The coal-fired power industry in the U.S. is facing the biggest plunge in asset values in a decade, risking billions of dollars in pollution-control spending by utilities such as Exelon Corp. (EXC) and American Electric Power Co. (AEP)
An indication of how much new emissions rules and cheaper natural gas have hammered the value of coal-burning generation will come when Exelon announces the results of the first big sale of U.S. coal-fired power plants in four years.
Exelon, the largest U.S. power company, may have to take a 40 percent discount for three Maryland plants it’s seeking to sell by the end of August. Bidders including NRG Energy Inc. (NRG) have offered $600 million to $700 million for the units, which have a fair value of $1 billion, said Travis Miller, Chicago- based director of utilities research for Morningstar Inc.
“This is going to be the first meaningful transaction for coal assets since the downturn,” Julien Dumoulin-Smith, a New York-based analyst with UBS AG, said in a phone interview. “You can get a little anxious about what the repercussions are.”
Constellation Energy Group, which Exelon bought this year, spent $1 billion on the plants to keep them in compliance with pollution rules.
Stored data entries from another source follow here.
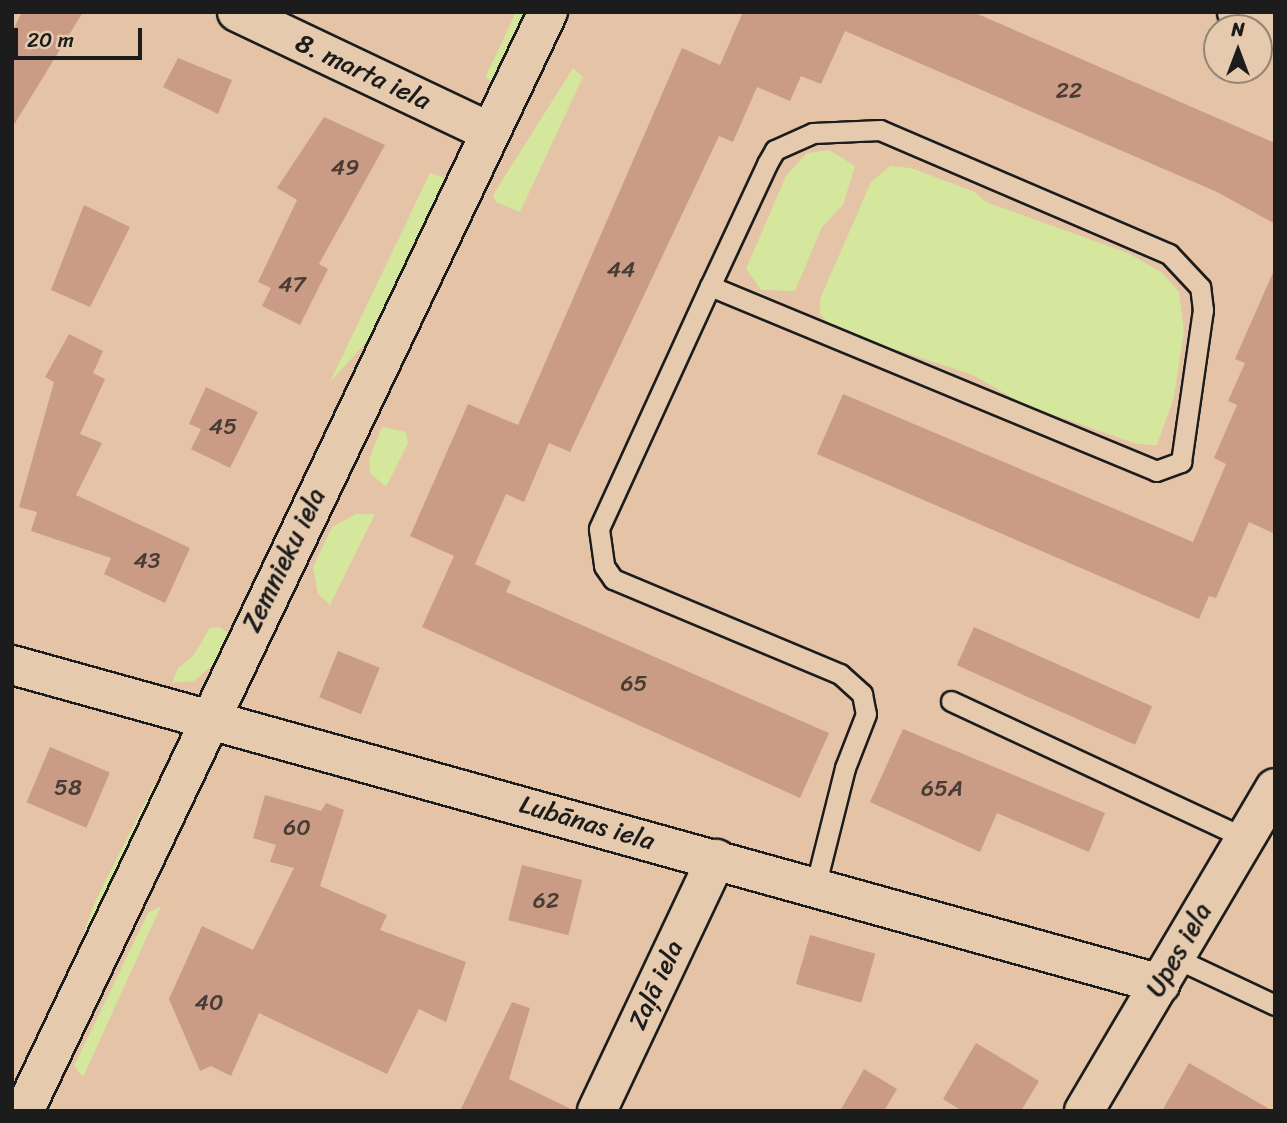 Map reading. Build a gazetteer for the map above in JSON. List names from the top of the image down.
{
  "streets": {
    "street": [
      "8. marta iela",
      "Zemnieku iela",
      "Lubānas iela",
      "Upes iela",
      "Zaļā iela"
    ]
  },
  "crossings": [
    ["8. marta iela", "Zemnieku iela"],
    ["Zemnieku iela", "Lubānas iela"],
    ["Lubānas iela", "Upes iela"],
    ["Lubānas iela", "Zaļā iela"]
  ],
  "house_numbers": [
    "22",
    "49",
    "44",
    "47",
    "45",
    "43",
    "65",
    "58",
    "65A",
    "60",
    "62",
    "40"
  ],
  "scale_bar": "20 m",
  "north": "top"
}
Their sale, the biggest since 2008, comes in an era of more stringent pollution rules and competition from facilities burning gas, a fuel cost that is near 10-year lows.
The transaction may help American Electric, GenOn Energy Inc. (GEN) and FirstEnergy Corp. (FE) determine whether the cost of added pollution controls to keep coal plants operating is worth it. U.S. utilities are switching to burning gas for electricity and preparing to retire 33,000 megawatts of coal-fired generation after the U.S. Environmental Protection Agency tightened rules for mercury and other toxins, Dumoulin-Smith said.